Few Lawyers and Little Justice in South Carolina’s Lower Courts, Study Finds
You’ve heard your favorite TV crime stoppers say it a thousand times: “You have the right to remain silent.... You have the right to an attorney. If you cannot afford an attorney, one will be provided for you at no cost to you.” It’s a familiar refrain that carries with it what seems like a simple guarantee.
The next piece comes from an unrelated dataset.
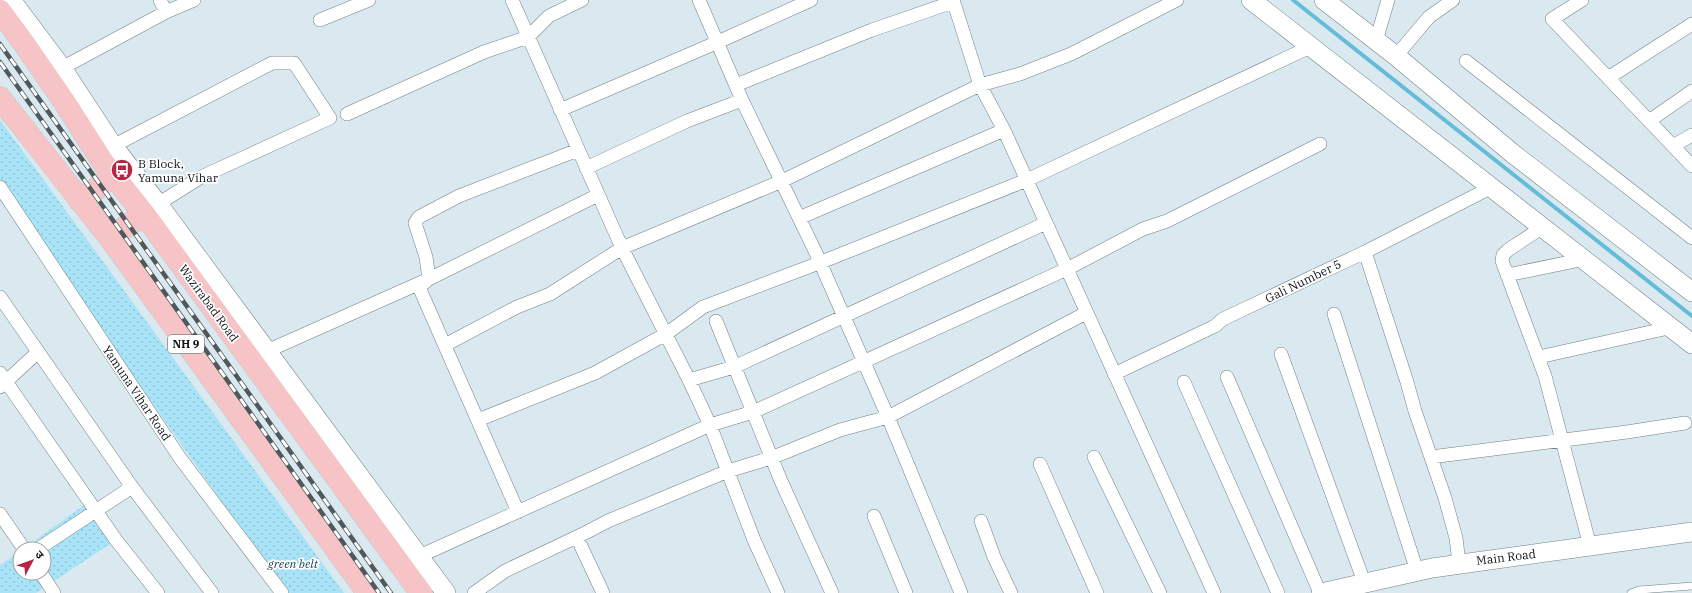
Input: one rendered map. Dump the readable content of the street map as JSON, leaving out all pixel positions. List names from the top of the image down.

But in the real world, accessing a public defender isn’t always easy—and in some places, it doesn’t happen at all.
In South Carolina’s lower courts—called magistrate, municipal, or summary courts—low-income defendants are routinely denied access to attorneys or not informed of their Sixth Amendment rights, according to a new report published Monday by the American Civil Liberties Union and the National Association of Criminal Defense Lawyers.
“When you go to a summary court in South Carolina, you find yourself in a judicial netherworld, where the police officer who made the arrest acts as the prosecutor, the judge may not have a law degree, and there are no lawyers in sight,” said Susan Dunn, legal director of the ACLU of South Carolina, in a statement.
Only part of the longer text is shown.